__What needs to be done__:
One line at a time, check the entries below for the word "South", and copy each line that has it.

__Collected data__:
»»

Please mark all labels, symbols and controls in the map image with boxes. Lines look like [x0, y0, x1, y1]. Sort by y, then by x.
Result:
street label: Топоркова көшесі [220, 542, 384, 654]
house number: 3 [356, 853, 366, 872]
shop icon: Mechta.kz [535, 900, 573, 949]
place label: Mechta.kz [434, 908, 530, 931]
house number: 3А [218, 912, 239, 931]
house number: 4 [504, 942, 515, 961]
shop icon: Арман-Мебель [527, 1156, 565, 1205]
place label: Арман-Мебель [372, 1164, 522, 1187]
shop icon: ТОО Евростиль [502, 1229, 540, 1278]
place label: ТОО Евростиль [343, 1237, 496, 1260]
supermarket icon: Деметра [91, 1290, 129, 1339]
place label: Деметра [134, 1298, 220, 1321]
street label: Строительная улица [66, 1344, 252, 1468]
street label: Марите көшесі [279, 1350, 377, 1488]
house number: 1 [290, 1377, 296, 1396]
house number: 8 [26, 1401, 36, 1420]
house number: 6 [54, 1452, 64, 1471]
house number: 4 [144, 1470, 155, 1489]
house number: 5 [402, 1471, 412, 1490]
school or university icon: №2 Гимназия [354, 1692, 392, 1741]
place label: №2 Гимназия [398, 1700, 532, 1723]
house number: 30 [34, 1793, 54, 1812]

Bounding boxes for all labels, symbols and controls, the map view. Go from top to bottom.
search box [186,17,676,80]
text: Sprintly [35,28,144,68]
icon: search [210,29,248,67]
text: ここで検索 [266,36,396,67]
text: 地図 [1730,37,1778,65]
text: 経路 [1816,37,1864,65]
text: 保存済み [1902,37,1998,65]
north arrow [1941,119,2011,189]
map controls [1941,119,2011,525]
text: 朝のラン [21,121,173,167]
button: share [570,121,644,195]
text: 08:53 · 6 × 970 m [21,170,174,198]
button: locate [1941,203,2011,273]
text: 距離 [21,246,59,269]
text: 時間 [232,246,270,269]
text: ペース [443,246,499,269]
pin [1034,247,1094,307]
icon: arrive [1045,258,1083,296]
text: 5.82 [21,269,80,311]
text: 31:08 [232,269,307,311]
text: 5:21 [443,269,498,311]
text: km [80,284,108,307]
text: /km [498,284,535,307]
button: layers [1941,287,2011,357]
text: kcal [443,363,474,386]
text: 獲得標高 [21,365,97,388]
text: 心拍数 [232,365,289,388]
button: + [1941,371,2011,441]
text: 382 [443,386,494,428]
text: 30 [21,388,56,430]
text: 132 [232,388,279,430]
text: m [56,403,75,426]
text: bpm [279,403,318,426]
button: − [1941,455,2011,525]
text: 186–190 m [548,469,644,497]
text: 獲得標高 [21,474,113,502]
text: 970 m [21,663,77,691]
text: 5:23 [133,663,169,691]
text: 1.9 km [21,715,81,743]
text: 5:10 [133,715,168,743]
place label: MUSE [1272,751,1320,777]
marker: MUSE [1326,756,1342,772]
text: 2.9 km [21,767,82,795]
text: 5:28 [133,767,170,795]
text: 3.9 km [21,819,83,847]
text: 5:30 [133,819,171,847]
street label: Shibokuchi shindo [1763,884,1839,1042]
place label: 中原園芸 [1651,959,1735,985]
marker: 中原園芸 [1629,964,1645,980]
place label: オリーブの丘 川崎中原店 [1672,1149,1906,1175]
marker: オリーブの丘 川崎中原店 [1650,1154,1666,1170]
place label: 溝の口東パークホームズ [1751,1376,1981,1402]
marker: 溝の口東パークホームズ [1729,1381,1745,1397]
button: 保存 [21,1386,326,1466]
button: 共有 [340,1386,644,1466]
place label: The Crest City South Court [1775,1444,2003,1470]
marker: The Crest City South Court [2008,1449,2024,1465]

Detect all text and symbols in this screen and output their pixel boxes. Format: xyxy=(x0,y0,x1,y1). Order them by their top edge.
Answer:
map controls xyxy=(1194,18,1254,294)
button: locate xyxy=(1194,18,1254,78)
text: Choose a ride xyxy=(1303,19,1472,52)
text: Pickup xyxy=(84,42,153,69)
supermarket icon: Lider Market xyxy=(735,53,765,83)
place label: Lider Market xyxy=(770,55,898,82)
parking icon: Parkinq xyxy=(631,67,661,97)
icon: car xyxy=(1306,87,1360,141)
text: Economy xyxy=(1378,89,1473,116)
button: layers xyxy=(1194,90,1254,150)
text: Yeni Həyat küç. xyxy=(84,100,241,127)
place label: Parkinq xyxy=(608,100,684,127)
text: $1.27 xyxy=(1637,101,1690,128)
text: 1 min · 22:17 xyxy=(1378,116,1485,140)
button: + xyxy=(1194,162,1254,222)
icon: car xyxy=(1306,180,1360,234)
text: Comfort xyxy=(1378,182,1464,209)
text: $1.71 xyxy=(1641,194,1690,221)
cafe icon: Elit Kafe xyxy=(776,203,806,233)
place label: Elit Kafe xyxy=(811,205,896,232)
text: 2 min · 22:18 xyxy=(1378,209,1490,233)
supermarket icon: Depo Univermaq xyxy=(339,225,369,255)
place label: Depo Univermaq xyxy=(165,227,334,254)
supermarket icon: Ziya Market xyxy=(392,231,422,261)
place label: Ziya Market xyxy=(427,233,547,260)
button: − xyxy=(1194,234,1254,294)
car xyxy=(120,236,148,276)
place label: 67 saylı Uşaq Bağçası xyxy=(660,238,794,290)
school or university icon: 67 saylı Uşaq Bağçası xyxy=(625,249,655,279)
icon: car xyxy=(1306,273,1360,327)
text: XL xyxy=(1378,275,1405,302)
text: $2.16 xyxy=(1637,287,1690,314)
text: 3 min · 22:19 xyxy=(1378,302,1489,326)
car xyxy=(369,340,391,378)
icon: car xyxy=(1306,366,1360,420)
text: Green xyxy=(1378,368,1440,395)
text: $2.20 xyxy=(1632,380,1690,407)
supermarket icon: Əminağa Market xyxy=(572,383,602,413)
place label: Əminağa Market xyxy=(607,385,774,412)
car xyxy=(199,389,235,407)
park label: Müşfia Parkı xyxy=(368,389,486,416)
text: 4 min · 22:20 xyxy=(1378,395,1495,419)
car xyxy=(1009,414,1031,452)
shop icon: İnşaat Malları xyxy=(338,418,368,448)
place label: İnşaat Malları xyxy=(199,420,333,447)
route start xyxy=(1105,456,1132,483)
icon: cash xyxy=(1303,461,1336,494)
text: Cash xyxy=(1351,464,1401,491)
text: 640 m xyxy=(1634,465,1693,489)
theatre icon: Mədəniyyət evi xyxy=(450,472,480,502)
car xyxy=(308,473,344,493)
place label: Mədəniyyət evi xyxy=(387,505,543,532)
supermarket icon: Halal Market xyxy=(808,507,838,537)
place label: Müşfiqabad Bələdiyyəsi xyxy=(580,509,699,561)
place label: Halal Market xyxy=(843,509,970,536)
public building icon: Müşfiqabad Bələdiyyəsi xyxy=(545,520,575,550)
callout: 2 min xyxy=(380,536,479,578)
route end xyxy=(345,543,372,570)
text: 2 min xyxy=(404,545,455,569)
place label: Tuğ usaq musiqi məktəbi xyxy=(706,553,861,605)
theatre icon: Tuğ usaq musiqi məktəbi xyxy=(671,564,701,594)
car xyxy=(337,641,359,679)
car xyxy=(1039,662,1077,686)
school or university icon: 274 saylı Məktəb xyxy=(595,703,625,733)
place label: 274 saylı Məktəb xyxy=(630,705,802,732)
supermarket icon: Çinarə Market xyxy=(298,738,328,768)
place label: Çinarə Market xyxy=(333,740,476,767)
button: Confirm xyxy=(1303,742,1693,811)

««

__Completed task__:
place label: The Crest City South Court [1775,1444,2003,1470]
marker: The Crest City South Court [2008,1449,2024,1465]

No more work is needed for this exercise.